Single-Atom Electrocatalysts: A Critical Review of Recent Advancements
in Single-Site, Dual-Site, and Alloy Configurations for Enhanced
Electrochemical Water Splitting
Abstract
Single-atom catalysts (SACs) offer uniform active sites and exhibit
extremely high selectivity towards desired products by ensuring
consistent reaction pathways and minimizing the generation of undesired
byproducts. Metal atoms interact with their support materials to
determine the catalytic activity of SACs. Stronger coordination can
enhance stability by preventing aggregation and ensuring the longevity
of the isolated active site.

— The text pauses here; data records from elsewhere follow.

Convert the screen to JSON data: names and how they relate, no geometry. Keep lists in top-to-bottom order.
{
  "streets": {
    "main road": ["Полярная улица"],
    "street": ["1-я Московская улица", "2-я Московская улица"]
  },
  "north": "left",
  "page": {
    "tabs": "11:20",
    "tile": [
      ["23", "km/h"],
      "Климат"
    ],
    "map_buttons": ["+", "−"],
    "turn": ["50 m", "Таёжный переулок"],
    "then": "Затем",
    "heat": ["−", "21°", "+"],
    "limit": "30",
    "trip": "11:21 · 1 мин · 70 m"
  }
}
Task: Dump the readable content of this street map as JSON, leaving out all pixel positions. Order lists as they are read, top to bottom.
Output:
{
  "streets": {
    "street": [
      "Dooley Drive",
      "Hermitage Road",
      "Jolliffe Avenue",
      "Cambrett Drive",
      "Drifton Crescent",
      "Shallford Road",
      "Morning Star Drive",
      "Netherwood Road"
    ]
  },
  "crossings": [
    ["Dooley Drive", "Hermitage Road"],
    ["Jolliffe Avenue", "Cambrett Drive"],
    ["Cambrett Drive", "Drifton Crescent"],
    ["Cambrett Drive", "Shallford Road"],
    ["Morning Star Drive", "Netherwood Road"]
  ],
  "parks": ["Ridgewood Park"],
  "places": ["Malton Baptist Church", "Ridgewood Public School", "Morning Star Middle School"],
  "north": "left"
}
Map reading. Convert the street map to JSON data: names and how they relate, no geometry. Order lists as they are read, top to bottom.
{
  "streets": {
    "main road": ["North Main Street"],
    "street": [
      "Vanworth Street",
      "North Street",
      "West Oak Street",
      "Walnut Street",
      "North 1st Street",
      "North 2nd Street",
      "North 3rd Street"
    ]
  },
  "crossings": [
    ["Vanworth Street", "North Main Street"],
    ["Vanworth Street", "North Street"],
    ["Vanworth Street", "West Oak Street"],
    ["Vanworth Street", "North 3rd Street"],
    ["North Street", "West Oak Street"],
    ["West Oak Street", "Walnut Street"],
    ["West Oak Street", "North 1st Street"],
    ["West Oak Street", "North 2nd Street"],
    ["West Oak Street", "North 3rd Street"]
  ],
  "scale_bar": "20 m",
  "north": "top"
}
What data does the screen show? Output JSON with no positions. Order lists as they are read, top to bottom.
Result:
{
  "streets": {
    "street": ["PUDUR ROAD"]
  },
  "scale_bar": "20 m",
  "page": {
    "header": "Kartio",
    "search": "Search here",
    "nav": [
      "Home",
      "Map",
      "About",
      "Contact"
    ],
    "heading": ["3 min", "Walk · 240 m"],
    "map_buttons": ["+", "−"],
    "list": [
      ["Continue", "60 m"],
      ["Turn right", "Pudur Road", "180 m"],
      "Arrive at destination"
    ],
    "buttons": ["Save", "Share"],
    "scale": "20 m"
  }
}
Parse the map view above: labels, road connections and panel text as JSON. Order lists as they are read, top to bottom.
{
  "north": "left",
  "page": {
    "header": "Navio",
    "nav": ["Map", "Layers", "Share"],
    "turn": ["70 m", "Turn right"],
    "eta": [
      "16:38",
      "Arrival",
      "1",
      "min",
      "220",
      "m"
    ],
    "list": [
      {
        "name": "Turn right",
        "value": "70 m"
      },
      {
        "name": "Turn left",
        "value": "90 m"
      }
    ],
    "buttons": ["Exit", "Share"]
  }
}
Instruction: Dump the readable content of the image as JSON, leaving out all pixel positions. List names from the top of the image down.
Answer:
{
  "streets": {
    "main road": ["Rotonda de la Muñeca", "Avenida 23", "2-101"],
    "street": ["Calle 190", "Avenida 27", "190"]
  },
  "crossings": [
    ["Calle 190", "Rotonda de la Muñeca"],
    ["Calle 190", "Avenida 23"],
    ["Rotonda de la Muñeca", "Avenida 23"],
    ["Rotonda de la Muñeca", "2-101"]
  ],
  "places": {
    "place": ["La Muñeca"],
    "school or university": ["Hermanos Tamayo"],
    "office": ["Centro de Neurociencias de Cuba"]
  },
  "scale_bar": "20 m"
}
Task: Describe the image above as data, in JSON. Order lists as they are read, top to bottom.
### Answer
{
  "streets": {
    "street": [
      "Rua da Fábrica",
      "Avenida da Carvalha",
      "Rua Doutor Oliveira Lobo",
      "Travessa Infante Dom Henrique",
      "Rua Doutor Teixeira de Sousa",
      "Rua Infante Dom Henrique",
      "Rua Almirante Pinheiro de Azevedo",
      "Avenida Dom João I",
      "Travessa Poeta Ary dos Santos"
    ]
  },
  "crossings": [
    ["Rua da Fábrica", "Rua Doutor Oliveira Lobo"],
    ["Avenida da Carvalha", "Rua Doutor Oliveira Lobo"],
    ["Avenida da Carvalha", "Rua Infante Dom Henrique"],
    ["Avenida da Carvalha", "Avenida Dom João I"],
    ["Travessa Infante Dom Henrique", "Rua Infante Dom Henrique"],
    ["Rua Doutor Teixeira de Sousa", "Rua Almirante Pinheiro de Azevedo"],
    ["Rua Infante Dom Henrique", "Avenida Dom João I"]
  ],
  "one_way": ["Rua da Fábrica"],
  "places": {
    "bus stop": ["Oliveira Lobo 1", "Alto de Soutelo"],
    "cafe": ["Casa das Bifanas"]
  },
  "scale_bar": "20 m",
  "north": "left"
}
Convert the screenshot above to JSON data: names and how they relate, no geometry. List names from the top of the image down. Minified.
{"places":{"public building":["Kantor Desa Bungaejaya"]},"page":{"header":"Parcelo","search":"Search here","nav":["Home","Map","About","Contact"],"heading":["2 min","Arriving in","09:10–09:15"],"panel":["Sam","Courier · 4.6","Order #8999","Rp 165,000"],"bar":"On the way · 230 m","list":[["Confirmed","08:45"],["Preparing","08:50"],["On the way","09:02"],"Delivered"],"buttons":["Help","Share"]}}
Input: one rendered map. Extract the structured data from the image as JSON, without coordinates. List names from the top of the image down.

The systematic design of next-generation
catalysts necessitates a profound understanding and meticulous control
of the metal-support synergy within SACs. The strategic integration of
dual-atom site catalysts (DACs) and single-atom alloy catalysts has
emerged as viable and efficient pathway to optimize catalytic
performance. DACs possess flexible active sites that work , resulting in
improved catalytic activity, selectivity, and stability. SAAs offer
well-defined active sites and enhanced catalytic performance due to the
high concentration of single-atom sites and bimetallic synergy. In
particular, the neighboring metal single atoms exhibit metal−metal
interactions, and the intersite distances of these neighboring atomic
sites significantly impact electrocatalytic performance. This
comprehensive review meticulously discusses the latest breakthroughs in
SACs designed for electrochemical water splitting. We delve into the
distinctive structural and electronic attributes of single-site,
dual-site, and alloy SAC configurations, elucidating how these features
enhance the water splitting reaction rates.